ENTRIES PROVIDED: Begin

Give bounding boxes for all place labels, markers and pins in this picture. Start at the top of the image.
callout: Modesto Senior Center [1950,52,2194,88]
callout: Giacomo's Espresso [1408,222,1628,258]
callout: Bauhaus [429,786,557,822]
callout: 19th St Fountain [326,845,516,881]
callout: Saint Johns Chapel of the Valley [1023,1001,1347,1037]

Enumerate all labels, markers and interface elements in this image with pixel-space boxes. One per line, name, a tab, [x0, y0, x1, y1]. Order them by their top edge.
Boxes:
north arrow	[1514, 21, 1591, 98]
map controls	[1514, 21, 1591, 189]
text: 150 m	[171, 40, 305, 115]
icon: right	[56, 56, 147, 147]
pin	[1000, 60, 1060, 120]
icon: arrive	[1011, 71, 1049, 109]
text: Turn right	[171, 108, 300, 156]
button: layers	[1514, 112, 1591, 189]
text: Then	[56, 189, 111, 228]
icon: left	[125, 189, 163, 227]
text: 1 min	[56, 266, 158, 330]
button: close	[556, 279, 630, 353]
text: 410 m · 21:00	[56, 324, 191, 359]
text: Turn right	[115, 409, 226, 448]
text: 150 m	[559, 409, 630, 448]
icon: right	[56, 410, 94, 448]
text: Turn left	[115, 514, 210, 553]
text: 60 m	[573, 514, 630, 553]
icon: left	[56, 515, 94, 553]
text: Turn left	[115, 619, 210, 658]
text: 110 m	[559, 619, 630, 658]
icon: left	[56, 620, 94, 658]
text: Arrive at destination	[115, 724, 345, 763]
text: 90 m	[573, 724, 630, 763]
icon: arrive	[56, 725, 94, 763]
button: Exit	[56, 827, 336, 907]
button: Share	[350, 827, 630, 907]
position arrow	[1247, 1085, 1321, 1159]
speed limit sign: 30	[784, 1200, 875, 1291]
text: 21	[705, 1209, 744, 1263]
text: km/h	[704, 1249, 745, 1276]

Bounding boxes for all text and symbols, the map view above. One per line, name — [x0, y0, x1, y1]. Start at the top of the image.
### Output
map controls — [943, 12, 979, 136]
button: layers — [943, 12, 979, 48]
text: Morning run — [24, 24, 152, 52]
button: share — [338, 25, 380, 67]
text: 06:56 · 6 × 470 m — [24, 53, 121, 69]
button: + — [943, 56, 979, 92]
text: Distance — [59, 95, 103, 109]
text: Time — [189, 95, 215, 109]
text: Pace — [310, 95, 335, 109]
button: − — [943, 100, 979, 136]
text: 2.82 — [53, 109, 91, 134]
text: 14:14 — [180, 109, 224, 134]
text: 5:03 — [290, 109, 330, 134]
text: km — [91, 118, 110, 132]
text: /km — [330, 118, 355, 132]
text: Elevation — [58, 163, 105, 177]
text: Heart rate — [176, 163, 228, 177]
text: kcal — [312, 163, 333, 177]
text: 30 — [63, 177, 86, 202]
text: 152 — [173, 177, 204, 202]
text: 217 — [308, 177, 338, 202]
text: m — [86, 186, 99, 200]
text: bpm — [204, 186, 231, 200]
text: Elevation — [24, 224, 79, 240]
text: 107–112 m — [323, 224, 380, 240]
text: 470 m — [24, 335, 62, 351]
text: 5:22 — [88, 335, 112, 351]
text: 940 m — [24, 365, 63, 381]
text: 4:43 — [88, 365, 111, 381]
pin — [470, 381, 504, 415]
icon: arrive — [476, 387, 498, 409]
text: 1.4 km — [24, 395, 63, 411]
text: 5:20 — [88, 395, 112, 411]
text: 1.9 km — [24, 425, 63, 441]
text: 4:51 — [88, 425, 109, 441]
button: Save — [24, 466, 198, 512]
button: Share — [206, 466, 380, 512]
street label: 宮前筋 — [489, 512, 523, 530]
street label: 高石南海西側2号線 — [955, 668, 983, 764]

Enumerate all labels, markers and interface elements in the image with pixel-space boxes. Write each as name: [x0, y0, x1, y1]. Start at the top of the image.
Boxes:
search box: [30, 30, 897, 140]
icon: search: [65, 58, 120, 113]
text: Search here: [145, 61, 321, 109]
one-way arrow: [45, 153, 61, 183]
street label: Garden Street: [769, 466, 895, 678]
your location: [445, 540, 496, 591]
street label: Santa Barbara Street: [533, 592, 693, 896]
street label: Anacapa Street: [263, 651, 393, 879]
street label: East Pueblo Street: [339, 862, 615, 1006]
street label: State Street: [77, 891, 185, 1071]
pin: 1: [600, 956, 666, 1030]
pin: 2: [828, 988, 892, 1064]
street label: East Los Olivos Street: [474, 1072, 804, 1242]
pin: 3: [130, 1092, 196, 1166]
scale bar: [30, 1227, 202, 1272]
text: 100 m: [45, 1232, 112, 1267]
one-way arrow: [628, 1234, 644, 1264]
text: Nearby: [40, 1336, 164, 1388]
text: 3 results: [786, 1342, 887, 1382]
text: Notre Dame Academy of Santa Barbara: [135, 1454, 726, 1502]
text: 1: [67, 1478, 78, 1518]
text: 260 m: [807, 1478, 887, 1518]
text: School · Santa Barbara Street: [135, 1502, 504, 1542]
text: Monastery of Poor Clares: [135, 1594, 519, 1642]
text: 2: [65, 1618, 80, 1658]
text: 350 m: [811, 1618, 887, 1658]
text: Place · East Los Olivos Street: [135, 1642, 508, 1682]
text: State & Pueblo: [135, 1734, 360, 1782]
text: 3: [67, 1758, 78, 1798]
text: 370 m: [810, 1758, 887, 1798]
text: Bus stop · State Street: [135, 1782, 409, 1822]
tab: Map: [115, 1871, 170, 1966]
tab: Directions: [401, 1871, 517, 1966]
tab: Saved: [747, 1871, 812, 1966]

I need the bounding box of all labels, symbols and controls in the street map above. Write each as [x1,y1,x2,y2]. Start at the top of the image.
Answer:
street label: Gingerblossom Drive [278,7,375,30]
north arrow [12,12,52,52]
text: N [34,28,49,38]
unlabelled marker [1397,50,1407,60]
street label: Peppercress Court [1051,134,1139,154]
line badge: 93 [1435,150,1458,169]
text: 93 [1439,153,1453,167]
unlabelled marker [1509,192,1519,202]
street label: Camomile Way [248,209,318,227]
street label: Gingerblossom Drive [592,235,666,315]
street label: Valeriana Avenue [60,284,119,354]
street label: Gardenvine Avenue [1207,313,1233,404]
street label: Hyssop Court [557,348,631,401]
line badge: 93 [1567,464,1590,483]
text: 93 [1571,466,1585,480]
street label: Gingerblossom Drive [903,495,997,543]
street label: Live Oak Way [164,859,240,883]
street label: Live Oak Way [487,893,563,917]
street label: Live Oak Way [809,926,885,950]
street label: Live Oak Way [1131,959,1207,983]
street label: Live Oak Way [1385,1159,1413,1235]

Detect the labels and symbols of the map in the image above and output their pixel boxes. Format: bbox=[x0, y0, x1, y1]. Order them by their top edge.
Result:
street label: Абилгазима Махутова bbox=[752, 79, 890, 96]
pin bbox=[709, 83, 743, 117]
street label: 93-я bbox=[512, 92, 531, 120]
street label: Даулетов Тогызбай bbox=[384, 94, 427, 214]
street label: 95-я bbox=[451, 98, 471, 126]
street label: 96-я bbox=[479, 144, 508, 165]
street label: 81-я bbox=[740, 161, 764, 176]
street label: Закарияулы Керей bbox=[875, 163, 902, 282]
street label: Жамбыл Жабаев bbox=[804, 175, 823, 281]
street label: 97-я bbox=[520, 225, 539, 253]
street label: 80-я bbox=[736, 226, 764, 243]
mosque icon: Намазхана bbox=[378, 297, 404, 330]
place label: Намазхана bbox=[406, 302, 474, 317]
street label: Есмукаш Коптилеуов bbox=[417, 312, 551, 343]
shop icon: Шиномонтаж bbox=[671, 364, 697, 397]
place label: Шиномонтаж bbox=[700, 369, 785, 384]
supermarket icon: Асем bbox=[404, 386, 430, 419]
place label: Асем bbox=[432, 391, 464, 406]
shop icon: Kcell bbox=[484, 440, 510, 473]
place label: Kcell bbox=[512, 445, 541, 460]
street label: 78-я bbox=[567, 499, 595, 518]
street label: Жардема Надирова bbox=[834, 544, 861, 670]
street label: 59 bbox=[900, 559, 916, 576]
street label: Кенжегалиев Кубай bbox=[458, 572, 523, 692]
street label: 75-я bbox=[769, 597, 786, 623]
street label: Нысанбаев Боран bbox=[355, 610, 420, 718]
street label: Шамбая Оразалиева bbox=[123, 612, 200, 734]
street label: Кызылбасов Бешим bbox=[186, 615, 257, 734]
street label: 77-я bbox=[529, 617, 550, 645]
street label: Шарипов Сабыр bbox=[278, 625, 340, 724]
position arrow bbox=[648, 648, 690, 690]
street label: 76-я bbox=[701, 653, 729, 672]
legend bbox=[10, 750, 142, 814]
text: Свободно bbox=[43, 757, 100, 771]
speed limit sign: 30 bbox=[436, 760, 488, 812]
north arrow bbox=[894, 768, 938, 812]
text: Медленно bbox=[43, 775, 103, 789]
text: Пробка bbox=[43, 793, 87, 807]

ENTRIES PROVIDED: End

[WORK INSTRUCTIONS]:
Count the lines of the material above that contain "layers"; your reply is that number and no more.

[SOLUTION TO THIS TASK]:
2